On Choosing Your New Venture "Team"

In preparation for my upcoming interview with Barbara Corcoran--"Queen of Real Estate" and one of the "sharks" on ABC's Shark Tank--I'm reading her book Shark Tales. The book reads quickly and with sufficient detail to provide relevance and currency for any entrepreneurially-minded person.

Although I haven't finished the book, she makes some excellent points about the importance of character, passion, and purpose to the entrepreneur and the new venture creation process. I read this on p. 288 today and thought I'd share it with you:
"If you're going to build a big business, sooner or later you have to hire the right people to help you run it, and when you do, you'd better pick them carefully...The best people have the essential qualities of character, energy, and thankfulness. If someone lacks integrity, you'll find he won't be there for you when the going gets tough. If someone is apathetic, he won't make it to the finish line.
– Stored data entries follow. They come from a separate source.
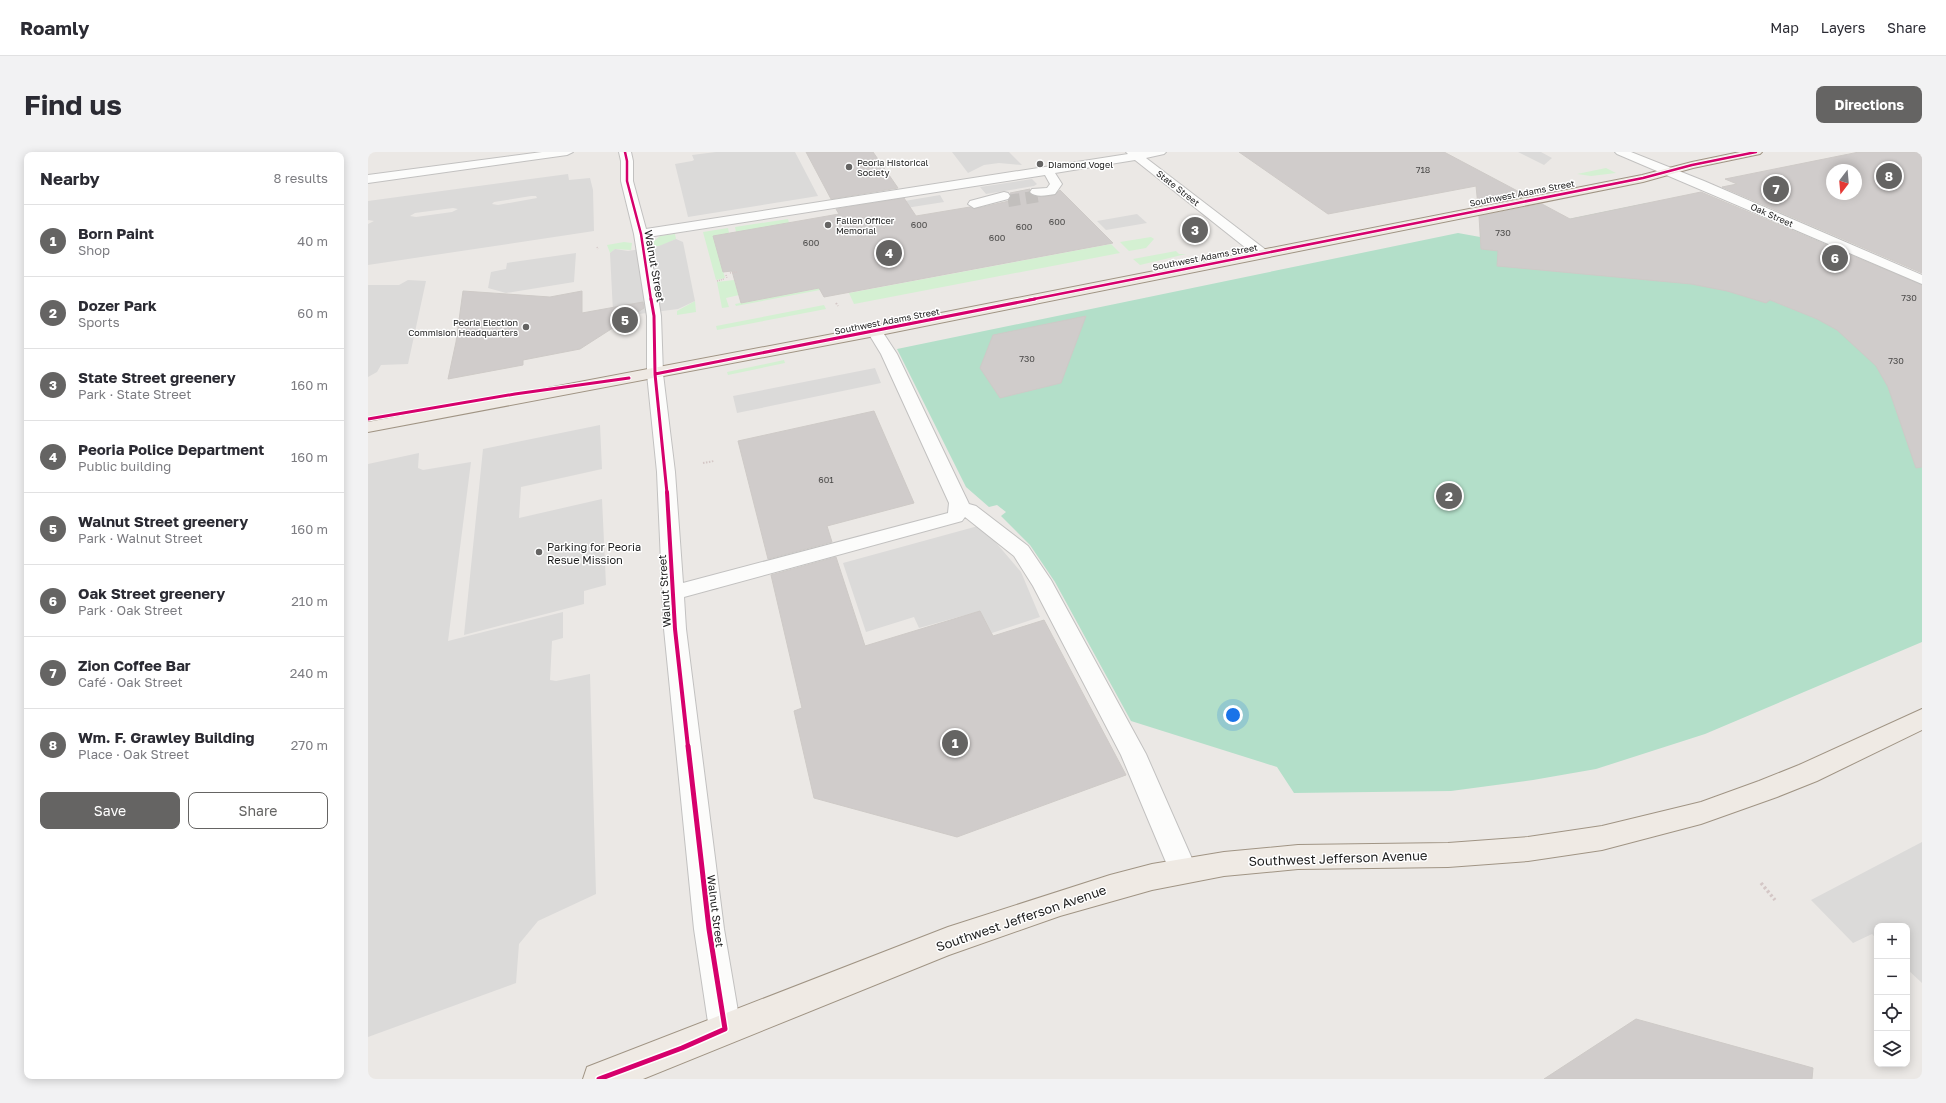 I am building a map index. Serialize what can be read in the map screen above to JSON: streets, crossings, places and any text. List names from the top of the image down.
{
  "streets": {
    "main road": ["Southwest Adams Street", "Southwest Jefferson Avenue"],
    "street": ["State Street", "Oak Street", "Walnut Street"]
  },
  "crossings": [
    ["State Street", "Southwest Adams Street"],
    ["Southwest Adams Street", "Oak Street"],
    ["Southwest Adams Street", "Walnut Street"],
    ["Walnut Street", "Southwest Jefferson Avenue"]
  ],
  "places": [
    "Diamond Vogel",
    "Peoria Historical Society",
    "Fallen Officer Memorial",
    "Peoria Election Commision Headquarters",
    "Parking for Peoria Resue Mission"
  ],
  "house_numbers": [
    "718",
    "600",
    "600",
    "600",
    "730",
    "600",
    "600",
    "730",
    "730",
    "730",
    "601"
  ],
  "north": "bottom",
  "page": {
    "header": "Roamly",
    "nav": ["Map", "Layers", "Share"],
    "buttons": [
      "Directions",
      ["Save", "Share"]
    ],
    "title": "Find us",
    "heading": ["Nearby", "8 results"],
    "pins": [
      "8",
      "7",
      "3",
      "4",
      "6",
      "5",
      "2",
      "1"
    ],
    "list": [
      {
        "mark": "1",
        "name": "Born Paint",
        "note": "Shop",
        "value": "40 m"
      },
      {
        "mark": "2",
        "name": "Dozer Park",
        "note": "Sports",
        "value": "60 m"
      },
      {
        "mark": "3",
        "name": "State Street greenery",
        "note": "Park · State Street",
        "value": "160 m"
      },
      {
        "mark": "4",
        "name": "Peoria Police Department",
        "note": "Public building",
        "value": "160 m"
      },
      {
        "mark": "5",
        "name": "Walnut Street greenery",
        "note": "Park · Walnut Street",
        "value": "160 m"
      },
      {
        "mark": "6",
        "name": "Oak Street greenery",
        "note": "Park · Oak Street",
        "value": "210 m"
      },
      {
        "mark": "7",
        "name": "Zion Coffee Bar",
        "note": "Café · Oak Street",
        "value": "240 m"
      },
      {
        "mark": "8",
        "name": "Wm. F. Grawley Building",
        "note": "Place · Oak Street",
        "value": "270 m"
      }
    ],
    "map_buttons": ["+", "−"]
  }
}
And if someone is not appreciative at the onset, you can count on the fact that he'll stab you in the back when there's real money on the table."
So, what do you think? Do you agree that what matters is character, energy, and thankfulness? Just yesterday in class, we had a solid discussion on the importance of trust to the enterpreneurial process. When you are a nobody, your concept is unproven, and your business is unknown, your trustworthiness is one way to establish yourself as a legitimate option in the marketplace. This trustworthiness is a factor of others' perceptions of your ABI; your ability to do what you're claiming to do, your benevolence in making decisions that are to the benefit of others rather than only to yourself, and your integrity fueled by reliable behavior that matches your words.

Be on the lookout for my writeup of the upcoming interview. Should be a good one...

1 comment:

Joel West said...

It's impossible to create a successful startup if the team lacks passion. Those see it as "just a job" will undercut any effect of the founders' drive to create something new.

At the same time, founders tend to overestimate the commitment they can expect out of employees, even early ones.